Conference: only deal with regulated claims management companies, urges Tory

Claimant personal injury solicitors should only deal with claims management companies that are regulated by an organisation such as the Claims Standards Council (CSC), the chairman of the all-party parliamentary group on insurance and financial services told solicitors last week.


Speaking at the Forum of Insurance Lawyers (FOIL) annual conference in London, John Greenway, Conservative MP for Ryedale, called on ministers to clamp down on the current 'feeding frenzy' generated by claims farmers.


'I would like to see the Law Society issue an edict that solicitors must only deal with people offering claims services which are supervised by the CSC and, in turn, regulated by the new statutory body,' he said. The Law Society declined to comment on the suggestion.


Meanwhile, claims farmers also came under fire at a separate debate on the Compensation Bill, which was hosted this week at the House of Lords by the Association of Personal Injury Lawyers (APIL).


The debate, chaired by Gazette editor Jonathan Ames, saw APIL president Allan Gore QC back the criticism of claims companies. 'When you have toothache, you do not go through a middleman dental company,' he argued.
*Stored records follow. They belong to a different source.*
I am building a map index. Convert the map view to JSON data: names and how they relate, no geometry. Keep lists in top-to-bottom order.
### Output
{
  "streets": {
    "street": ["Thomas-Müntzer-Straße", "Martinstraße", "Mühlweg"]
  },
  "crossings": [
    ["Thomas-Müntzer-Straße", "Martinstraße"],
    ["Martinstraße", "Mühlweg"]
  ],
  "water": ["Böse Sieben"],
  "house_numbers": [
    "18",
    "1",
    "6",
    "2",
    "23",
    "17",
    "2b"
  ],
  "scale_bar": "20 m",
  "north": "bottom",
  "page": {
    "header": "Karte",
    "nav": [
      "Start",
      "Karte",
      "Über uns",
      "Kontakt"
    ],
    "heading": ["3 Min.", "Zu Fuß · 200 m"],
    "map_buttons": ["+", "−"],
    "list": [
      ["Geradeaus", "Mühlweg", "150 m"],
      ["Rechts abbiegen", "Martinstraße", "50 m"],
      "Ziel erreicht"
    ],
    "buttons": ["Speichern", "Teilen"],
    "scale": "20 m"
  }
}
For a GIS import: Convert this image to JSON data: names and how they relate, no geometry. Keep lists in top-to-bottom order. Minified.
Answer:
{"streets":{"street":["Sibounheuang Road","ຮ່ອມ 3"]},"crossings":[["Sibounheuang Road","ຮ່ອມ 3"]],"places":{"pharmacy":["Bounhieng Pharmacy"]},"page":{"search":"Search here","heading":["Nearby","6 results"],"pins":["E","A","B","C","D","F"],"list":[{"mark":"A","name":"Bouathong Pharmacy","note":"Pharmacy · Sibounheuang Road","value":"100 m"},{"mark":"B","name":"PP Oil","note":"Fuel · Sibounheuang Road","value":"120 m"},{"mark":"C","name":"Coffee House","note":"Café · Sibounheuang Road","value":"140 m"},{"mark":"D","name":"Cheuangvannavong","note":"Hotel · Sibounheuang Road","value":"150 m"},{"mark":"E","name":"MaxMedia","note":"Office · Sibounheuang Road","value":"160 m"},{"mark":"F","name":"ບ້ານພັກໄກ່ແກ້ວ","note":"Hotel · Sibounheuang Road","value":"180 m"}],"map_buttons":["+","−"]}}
He said the aim should be to promote responsible behaviour and 'improve awareness of risk through education', showing that taking care could be 'an enabler of activity and not an inhibitor'.


But Julian Brazier, Conservative MP for Canterbury, argued that it might already be too late to remedy the 'compensation culture' problem as it had filtered down into a second generation of people like teachers, who would now hardly know how to set up a school trip. 'People have become inexperienced in taking risks,' he said.